== Source records

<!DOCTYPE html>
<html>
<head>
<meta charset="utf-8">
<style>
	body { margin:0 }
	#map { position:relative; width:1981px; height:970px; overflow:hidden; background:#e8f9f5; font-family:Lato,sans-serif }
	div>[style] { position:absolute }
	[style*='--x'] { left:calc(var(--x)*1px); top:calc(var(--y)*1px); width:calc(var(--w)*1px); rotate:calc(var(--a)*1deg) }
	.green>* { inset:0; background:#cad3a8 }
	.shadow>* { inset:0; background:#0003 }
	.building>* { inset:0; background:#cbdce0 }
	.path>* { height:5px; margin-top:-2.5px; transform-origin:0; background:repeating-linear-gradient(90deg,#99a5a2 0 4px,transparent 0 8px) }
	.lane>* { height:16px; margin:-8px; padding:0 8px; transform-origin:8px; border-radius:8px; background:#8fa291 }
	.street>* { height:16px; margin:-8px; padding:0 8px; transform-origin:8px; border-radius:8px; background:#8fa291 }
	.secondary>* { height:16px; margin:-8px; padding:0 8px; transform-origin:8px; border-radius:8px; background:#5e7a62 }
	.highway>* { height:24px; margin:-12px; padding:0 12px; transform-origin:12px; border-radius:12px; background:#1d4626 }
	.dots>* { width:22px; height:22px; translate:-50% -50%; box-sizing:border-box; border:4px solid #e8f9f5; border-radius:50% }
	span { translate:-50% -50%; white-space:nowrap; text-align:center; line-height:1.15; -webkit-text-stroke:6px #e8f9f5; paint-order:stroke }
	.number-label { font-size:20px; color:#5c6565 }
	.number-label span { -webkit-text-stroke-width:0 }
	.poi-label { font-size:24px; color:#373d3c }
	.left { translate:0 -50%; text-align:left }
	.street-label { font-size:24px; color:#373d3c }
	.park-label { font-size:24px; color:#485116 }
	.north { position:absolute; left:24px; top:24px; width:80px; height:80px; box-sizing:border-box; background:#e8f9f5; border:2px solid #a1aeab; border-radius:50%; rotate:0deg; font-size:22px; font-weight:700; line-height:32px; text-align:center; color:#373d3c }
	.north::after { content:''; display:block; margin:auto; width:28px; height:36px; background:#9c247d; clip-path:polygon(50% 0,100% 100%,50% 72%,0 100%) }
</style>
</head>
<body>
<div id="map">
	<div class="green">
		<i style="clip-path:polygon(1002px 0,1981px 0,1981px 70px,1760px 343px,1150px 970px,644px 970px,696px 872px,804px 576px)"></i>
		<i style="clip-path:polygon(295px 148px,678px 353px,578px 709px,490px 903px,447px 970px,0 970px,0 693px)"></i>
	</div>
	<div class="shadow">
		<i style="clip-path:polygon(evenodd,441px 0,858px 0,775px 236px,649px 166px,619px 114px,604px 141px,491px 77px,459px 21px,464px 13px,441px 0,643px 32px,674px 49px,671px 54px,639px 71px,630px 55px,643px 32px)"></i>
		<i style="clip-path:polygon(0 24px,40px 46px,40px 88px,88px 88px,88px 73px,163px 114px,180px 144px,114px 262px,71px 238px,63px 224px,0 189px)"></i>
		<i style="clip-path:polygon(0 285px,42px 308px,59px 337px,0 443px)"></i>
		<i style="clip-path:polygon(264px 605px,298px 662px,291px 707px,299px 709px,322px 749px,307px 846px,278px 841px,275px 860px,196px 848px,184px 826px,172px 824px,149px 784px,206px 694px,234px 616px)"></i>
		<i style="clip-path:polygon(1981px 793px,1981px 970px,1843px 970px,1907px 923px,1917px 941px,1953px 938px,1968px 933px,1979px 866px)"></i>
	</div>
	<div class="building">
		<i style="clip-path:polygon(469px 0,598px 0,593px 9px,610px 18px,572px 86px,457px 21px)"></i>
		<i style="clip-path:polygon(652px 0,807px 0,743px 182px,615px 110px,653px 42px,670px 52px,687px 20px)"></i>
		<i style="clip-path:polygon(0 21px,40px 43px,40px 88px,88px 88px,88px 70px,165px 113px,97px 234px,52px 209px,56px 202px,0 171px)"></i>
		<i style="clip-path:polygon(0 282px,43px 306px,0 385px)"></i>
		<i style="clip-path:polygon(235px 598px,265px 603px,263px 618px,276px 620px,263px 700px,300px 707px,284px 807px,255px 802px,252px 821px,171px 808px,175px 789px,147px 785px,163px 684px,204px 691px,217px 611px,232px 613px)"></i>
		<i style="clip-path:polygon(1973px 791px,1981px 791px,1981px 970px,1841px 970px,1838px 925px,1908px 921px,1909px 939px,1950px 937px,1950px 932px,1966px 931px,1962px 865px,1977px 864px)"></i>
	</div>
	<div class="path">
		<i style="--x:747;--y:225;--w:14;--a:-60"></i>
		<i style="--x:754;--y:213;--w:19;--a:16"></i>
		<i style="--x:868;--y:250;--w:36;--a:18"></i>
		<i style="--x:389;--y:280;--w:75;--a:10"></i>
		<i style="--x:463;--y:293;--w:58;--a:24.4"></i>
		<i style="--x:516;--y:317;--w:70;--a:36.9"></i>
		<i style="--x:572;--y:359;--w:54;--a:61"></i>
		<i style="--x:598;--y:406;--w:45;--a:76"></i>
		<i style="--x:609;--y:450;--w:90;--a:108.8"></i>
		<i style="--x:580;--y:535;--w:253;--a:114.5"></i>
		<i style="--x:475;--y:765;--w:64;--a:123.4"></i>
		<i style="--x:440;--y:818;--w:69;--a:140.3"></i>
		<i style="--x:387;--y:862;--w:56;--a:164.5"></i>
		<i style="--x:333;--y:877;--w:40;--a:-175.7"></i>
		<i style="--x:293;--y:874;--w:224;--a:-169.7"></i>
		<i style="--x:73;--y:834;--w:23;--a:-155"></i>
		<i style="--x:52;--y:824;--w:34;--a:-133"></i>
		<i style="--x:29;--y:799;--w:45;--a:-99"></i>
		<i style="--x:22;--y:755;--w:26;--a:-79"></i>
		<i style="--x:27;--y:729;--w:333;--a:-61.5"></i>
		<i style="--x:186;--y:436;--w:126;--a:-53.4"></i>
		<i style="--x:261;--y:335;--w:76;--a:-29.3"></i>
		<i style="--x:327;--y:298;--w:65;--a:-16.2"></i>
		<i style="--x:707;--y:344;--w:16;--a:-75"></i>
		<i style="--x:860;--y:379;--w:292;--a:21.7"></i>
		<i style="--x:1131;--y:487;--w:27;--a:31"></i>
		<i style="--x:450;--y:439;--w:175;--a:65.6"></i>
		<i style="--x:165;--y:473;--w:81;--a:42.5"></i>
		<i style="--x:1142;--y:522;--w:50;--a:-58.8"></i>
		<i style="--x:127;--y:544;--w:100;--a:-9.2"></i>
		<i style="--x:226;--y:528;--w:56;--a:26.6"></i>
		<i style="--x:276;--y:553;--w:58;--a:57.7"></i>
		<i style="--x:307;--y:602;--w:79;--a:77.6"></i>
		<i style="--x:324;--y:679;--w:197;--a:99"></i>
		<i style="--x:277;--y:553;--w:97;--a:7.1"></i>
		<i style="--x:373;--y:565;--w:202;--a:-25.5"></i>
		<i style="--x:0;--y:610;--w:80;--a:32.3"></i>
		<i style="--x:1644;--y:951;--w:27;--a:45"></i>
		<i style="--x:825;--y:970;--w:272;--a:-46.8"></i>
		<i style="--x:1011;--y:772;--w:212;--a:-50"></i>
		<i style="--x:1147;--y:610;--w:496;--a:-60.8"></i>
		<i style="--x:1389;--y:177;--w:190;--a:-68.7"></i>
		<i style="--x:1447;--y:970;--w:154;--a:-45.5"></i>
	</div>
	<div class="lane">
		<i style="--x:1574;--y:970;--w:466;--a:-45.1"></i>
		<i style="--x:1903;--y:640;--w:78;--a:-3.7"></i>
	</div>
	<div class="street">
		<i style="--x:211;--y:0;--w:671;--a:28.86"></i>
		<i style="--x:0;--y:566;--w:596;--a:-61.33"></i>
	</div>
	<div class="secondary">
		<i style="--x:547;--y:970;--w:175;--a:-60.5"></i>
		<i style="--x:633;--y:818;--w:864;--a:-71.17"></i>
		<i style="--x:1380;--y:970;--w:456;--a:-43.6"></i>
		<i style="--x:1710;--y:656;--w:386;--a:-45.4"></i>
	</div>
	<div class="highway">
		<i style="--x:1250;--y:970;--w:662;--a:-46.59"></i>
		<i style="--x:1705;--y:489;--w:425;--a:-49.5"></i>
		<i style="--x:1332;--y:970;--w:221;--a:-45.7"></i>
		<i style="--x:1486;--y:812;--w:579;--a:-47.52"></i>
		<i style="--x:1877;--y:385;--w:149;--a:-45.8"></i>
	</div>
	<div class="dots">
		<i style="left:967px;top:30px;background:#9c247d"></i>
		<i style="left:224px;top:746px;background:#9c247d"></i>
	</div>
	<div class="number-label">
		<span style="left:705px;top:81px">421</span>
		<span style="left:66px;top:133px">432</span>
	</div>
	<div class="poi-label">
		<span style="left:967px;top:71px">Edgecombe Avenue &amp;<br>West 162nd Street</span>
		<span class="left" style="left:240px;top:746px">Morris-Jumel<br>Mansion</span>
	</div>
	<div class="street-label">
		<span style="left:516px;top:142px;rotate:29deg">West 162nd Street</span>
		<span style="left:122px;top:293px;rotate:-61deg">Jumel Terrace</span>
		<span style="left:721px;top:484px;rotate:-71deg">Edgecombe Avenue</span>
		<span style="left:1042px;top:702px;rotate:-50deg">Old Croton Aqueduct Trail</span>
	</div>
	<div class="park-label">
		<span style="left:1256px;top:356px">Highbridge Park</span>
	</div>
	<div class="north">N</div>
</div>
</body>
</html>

====

# Work instruction
Filter the records down to the lines containing the word "webkit", and copy those.

# Completed task
	span { translate:-50% -50%; white-space:nowrap; text-align:center; line-height:1.15; -webkit-text-stroke:6px #e8f9f5; paint-order:stroke }
	.number-label span { -webkit-text-stroke-width:0 }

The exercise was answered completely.